Even after the June 3 massacre, Washington, London, Riyadh, and Abu Dhabi worked together to press for a compromise between both sides in order to form a transitional government. Saudi Arabia and the UAE pressed Hemeti to sign the agreement, because as his main backers, the Gulf nations were held in part responsible for the slaughter, a Western diplomat told Foreign Policy.

The country’s protest movement had different opinions about a transitional government with the military in power. Leaders of the Sudanese Professionals Association were in favor of compromise, arguing that being part of government was a better way to initiate change.

The deal “does not satisfy all of the objectives the Sudanese people wanted to realize in their revolution, but it is a premise for their goals to be recognized though a process,” Amjad Farid, a spokesperson for the Sudanese Professionals Association, told Foreign Policy in late July after an outline of the agreement was reached. Another senior civilian negotiator summarized why he was in favor of the agreement: “This is the best deal we could get.” 

But other leaders believed that the civilian negotiators were desperate to get political power and were pressured by the international community to compromise with the junta. Their apprehension about working with the junta solidified as the military gunned down more and more protestors during marches, including four children who were killed right before the final deal was signed. The Sudanese Professionals Association representative “is not listening to his team, thus not linked to what is going [on] at the ground,” a top official from the organization told Foreign Policy.

During the final negotiations over the final constitution, lawyers from civil society organizations told Foreign Policy they were surprised by the democratic coalition’s unwillingness to correct measures that undermine the transitional government’s civilian nature. The items include undefined powers the military could take advantage of, the army’s ability to reject items in the sovereign council, and immunity granted to government officials.

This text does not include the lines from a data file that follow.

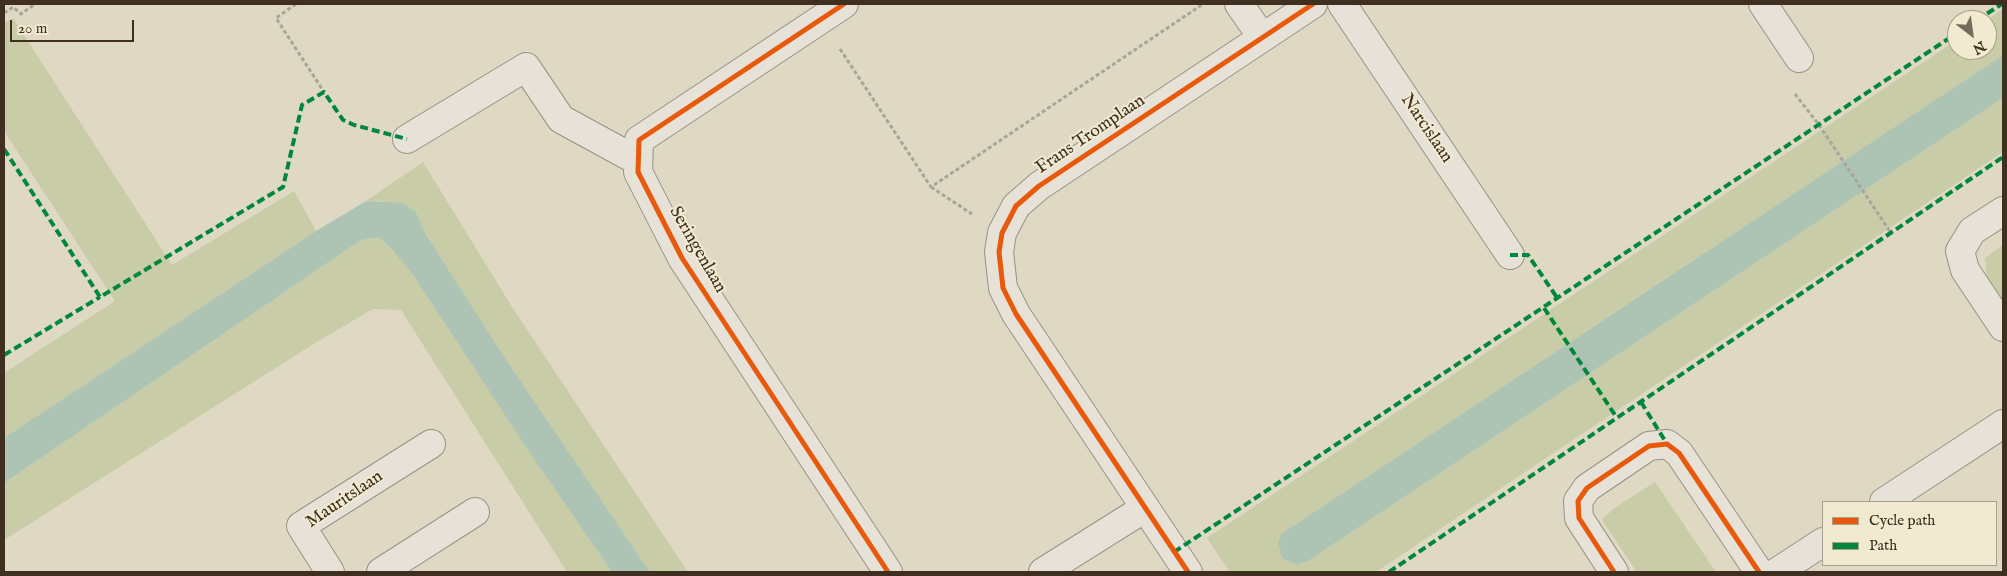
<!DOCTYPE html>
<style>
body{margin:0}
#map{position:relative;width:2007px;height:576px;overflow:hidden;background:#dfd8c3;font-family:"IM FELL English",serif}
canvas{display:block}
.frame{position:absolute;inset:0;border:5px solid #3f2f21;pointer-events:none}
.legend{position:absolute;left:1822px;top:501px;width:175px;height:65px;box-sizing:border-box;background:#f1ead1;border:1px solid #aa9f8b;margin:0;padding:6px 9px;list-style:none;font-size:15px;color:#3f2f21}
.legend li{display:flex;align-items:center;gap:10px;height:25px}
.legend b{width:25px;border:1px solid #aa9f8b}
.north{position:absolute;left:1947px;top:10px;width:50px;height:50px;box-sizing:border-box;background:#f1ead1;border:1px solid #aa9f8b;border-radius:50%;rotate:150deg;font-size:14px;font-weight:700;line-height:20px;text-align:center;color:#3f2f21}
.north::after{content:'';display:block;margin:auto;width:18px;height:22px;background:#776a5a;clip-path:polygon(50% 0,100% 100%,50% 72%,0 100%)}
.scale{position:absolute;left:10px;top:20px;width:124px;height:22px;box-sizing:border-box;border:2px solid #3f2f21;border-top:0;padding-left:6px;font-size:15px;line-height:18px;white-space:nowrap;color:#3f2f21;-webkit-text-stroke:4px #f1ead1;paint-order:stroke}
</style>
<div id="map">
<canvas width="2007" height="576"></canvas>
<div class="frame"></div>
<ul class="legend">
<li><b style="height:6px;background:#e8590c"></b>Cycle path</li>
<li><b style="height:6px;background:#00873e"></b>Path</li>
</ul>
<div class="north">N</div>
<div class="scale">20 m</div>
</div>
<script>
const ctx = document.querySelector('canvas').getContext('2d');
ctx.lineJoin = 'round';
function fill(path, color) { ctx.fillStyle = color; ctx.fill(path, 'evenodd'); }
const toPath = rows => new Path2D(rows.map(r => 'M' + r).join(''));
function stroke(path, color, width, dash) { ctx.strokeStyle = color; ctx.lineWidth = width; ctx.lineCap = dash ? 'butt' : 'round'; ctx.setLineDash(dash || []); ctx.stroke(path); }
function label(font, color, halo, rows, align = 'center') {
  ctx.font = font + ' "IM FELL English",serif'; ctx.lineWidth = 4; ctx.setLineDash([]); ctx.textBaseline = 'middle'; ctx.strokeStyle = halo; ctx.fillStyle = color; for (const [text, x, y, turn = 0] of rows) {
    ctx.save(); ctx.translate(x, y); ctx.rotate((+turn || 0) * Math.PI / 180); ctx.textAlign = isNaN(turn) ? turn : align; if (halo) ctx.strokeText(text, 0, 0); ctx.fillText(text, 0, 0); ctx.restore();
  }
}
fill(toPath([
 [2003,9,2003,55,1293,526,1282,533,1298,564,1308,561,2003,98,2003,152,1376,572,1230,572,1207,538,1957,40,1957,50,1987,50,1987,20],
 [13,18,172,265,294,191,316,231,4,438,4,373,115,301,4,131,4,23],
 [423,162,512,307,688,572,650,572,505,358,425,233,416,212,381,201,366,201],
 [378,237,391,248,415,278,527,449,612,572,567,572,401,310,373,309,315,343,4,540,4,483,361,240],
 [2003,245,2003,302,1987,278,1985,258],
 [1655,482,1716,572,1637,572,1602,520,1613,509]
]), '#c8cca7');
fill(toPath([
 [2003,55,2003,98,1308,561,1298,564,1287,561,1282,557,1278,542,1282,533,1293,526],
 [366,201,403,203,416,212,425,233,505,358,650,572,612,572,527,449,415,278,391,248,378,237,361,240,4,483,4,438,316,231]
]), '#adc4b4');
const minor = toPath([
 [844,4,639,140,638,172,682,258,888,572],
 [1239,4,1262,37],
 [1342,4,1510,255],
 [1763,4,1799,58],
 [407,139,526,67,561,119,638,161],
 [2003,211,1972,231,1960,251,1965,270,2003,327],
 [1884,502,2003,424],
 [330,572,301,526,431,444],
 [381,572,475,512],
 [1043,572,1145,508],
 [1188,572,1016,314,1003,288,999,252,1002,233,1016,206,1039,186,1313,4],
 [1614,572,1579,518,1578,501,1587,488,1649,446,1667,444,1679,453,1759,572],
 [1777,572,1823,542]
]);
stroke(minor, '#999285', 30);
stroke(toPath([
 [296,4,276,18,324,92],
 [4,13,13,7,21,14,35,4],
 [840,49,931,187,1203,4],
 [1795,94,1819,125,1891,233],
 [931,187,972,214]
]), '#a9a59c', 3, [4, 2.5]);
stroke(minor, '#e6e2d7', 28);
stroke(toPath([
 [1977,20,2002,4],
 [4,149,100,297,283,187,302,105,324,92,343,120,354,125,407,139],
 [1510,255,1528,255,1558,299],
 [1544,308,1617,418],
 [4,355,100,297],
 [1641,402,1667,444],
 [1174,552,1957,33],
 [1389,572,2003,157]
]), '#00873e', 4, [8, 4]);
stroke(toPath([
 [844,4,639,140,638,172,682,258,888,572],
 [1188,572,1016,314,1003,288,999,252,1002,233,1016,206,1039,186,1313,4],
 [1614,572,1579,518,1578,501,1587,488,1649,446,1667,444,1679,453,1759,572]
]), '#e8590c', 5);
label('18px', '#3f2f21', '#f1ead1', [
 ["Narcislaan",1426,129,56],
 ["Frans Tromplaan",1091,135,-34],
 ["Seringenlaan",697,250,60],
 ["Mauritslaan",345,500,-34]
]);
</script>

“There is no logical explanation for very cogent arguments to be rejected in the way they have,” said Gaili, the lawyer advising civilians. “They argued that we need to get to the transitional period and we can damage control later, we just need them to cede power, which is a highly problematic approach because you’re simply kicking the can down the road.”

Correction, Aug. 5, 2019: A previous version of this article misstated the month in which Mohamed Yousif met with Donald Booth. The two met in late June.